Commémoration de l’Armistice à Oran [ar]

Commémoration de l’Armistice à Oran
« En souvenir des 26.000 Algériens morts pour la France »

JPEG
L’Expression, 12 novembre 2014

Pendant la Première Guerre mondiale, 175.000 soldats algériens étaient mobilisés pour défendre la France.

C’est à la nécropole du Petit Lac d’Oran où sont notamment enterrés des soldats d’Algérie, de France, d’Amérique et du Royaume-Uni, et qui a longtemps abrité un carré allemand, que l’ambassade de France en Algérie a célébré, hier, l’Armistice du 11 Novembre 1918. Les autorités civiles et militaires algériennes, les ambassadeurs des Etats-Unis, du Royaume-Uni et d’Allemagne en Algérie, une délégation d’anciens combattants, des élèves algériens et des représentants de la communauté française ont participé à la célébration de cet événement qui marque la fin de la Première Guerre mondiale.

Cette célébration organisée à Oran s’inscrit dans le droit fil de la présence, lors du défilé du 14 Juillet dernier, sur les Champs-Elysées, du drapeau algérien et de sa garde. Elle se veut aussi un hommage particulier aux 175.000 soldats d’Algérie qui ont pris part aux combats, dont 26 000 sont morts pour la France, ainsi qu’aux anciens combattants algériens qui ont contribué, il y a soixante-dix ans, à la libération du territoire européen.

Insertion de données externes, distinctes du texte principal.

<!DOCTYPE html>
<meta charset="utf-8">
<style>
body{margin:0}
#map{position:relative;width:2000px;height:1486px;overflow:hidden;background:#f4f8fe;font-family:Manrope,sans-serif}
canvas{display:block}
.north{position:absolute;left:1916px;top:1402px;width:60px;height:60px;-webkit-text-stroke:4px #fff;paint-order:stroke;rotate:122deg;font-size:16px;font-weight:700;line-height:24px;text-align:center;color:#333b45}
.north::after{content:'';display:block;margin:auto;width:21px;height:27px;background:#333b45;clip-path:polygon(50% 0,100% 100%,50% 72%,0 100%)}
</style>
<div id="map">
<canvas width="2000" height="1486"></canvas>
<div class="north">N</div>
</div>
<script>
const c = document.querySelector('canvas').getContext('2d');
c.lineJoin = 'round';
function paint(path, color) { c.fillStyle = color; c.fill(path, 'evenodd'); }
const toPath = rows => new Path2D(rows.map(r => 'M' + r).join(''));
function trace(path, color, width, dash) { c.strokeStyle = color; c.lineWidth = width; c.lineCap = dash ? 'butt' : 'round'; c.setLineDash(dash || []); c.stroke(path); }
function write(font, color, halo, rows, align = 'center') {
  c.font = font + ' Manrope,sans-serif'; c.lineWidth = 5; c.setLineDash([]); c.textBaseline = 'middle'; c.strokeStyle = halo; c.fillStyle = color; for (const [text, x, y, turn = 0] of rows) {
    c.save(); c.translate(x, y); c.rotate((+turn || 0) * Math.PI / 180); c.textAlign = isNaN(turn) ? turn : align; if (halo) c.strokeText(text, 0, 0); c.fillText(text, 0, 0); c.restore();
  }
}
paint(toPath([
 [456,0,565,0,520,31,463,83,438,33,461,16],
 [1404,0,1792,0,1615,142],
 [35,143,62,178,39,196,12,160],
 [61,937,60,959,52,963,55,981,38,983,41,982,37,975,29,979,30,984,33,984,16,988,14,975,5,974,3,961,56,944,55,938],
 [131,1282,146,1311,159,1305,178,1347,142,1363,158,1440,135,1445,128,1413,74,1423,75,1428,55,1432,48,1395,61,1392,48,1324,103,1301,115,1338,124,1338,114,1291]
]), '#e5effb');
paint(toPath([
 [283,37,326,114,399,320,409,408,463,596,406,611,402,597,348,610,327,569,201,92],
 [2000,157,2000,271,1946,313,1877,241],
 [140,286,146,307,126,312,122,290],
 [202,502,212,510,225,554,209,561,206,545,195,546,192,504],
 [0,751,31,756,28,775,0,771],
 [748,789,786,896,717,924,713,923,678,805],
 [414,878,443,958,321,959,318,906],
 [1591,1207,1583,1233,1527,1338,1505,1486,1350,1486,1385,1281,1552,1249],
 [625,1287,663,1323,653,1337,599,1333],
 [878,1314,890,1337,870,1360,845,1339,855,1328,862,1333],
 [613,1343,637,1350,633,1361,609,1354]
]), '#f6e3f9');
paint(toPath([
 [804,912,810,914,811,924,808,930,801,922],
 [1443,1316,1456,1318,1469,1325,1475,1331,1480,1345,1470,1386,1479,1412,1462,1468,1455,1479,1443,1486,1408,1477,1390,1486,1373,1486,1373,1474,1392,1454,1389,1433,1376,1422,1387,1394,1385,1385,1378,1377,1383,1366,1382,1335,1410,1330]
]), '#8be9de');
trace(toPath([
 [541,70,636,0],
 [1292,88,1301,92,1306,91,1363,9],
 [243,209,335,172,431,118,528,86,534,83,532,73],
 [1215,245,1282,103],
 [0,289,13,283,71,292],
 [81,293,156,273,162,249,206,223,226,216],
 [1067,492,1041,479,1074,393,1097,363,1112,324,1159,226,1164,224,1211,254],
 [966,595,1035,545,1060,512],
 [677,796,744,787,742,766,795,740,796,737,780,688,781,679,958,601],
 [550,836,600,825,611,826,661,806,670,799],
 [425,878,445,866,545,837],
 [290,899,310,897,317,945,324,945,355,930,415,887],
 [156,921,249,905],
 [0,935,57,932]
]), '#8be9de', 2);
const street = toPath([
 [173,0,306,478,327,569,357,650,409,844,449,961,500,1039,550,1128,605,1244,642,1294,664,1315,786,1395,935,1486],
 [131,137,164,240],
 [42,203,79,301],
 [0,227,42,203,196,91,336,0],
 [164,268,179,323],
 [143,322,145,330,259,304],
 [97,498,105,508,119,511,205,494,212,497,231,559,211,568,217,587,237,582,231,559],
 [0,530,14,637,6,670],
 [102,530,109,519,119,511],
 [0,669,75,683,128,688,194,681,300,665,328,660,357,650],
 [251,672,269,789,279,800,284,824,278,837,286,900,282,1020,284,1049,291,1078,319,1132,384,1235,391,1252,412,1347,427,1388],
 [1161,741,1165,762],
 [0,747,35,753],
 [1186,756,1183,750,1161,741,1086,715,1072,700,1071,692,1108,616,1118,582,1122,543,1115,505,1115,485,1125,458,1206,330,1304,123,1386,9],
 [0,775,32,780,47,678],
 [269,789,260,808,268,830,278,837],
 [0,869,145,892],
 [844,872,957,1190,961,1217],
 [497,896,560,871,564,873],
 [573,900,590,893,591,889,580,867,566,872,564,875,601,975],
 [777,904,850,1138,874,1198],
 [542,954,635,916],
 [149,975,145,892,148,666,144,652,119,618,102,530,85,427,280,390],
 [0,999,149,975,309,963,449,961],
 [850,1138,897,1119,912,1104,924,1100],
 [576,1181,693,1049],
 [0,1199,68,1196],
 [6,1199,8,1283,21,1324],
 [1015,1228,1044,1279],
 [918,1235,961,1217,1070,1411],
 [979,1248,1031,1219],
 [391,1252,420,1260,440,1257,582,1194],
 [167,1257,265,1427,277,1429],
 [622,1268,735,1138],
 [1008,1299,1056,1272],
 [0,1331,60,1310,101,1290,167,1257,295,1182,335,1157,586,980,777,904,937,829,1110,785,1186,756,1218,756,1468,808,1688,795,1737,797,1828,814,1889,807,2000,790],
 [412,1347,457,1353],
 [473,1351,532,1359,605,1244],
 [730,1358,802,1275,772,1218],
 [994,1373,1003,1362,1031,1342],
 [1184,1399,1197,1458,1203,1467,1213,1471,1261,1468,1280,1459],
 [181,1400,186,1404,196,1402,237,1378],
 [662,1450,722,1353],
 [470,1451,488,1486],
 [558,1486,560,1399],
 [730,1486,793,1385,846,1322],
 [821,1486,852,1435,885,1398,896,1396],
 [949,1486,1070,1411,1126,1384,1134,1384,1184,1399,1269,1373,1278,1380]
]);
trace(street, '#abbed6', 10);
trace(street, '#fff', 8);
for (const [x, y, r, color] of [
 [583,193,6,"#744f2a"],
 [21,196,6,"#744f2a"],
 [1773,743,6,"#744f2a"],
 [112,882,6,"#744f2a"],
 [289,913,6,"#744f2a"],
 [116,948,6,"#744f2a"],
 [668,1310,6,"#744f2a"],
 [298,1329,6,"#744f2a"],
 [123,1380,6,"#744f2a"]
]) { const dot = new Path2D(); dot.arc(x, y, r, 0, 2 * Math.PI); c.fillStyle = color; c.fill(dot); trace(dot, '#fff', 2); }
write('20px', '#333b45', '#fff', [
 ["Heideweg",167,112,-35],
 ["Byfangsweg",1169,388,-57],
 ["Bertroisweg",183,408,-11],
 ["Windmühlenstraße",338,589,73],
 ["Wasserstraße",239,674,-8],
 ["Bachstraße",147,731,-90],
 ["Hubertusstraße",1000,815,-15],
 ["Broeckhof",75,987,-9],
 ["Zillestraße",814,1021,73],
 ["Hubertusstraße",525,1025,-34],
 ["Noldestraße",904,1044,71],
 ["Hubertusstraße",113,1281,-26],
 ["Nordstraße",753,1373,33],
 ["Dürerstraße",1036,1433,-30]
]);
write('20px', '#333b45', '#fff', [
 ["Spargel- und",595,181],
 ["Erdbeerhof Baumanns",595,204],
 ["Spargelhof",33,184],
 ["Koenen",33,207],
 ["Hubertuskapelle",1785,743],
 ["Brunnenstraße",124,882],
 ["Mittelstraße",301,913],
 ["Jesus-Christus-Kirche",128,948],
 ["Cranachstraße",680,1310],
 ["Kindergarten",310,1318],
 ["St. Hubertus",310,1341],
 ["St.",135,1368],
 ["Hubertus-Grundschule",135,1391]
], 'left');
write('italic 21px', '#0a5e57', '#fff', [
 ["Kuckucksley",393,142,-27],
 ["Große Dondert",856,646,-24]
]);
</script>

Dans son allocution, Bernard Emié, ambassadeur, haut représentant de la République française en Algérie, a indiqué que notre devoir est de nous incliner devant la mémoire des millions de soldats, victimes de la Première Guerre mondiale. Il a rendu hommage aux combattants algériens. « Je veux particulièrement mentionner les cent soixante-quinze mille soldats, sous-officiers et officiers algériens qui prirent une part déterminante à ce conflit, au cours duquel vingt-six mille d’entre eux perdirent la vie. Ils écrivaient par ce sacrifice, une page de l’histoire de la France et de l’Algérie qui, aujourd’hui encore, confère aux relations entre nos deux pays, son caractère exceptionnel et égal à nulle autre », a-t-il dit.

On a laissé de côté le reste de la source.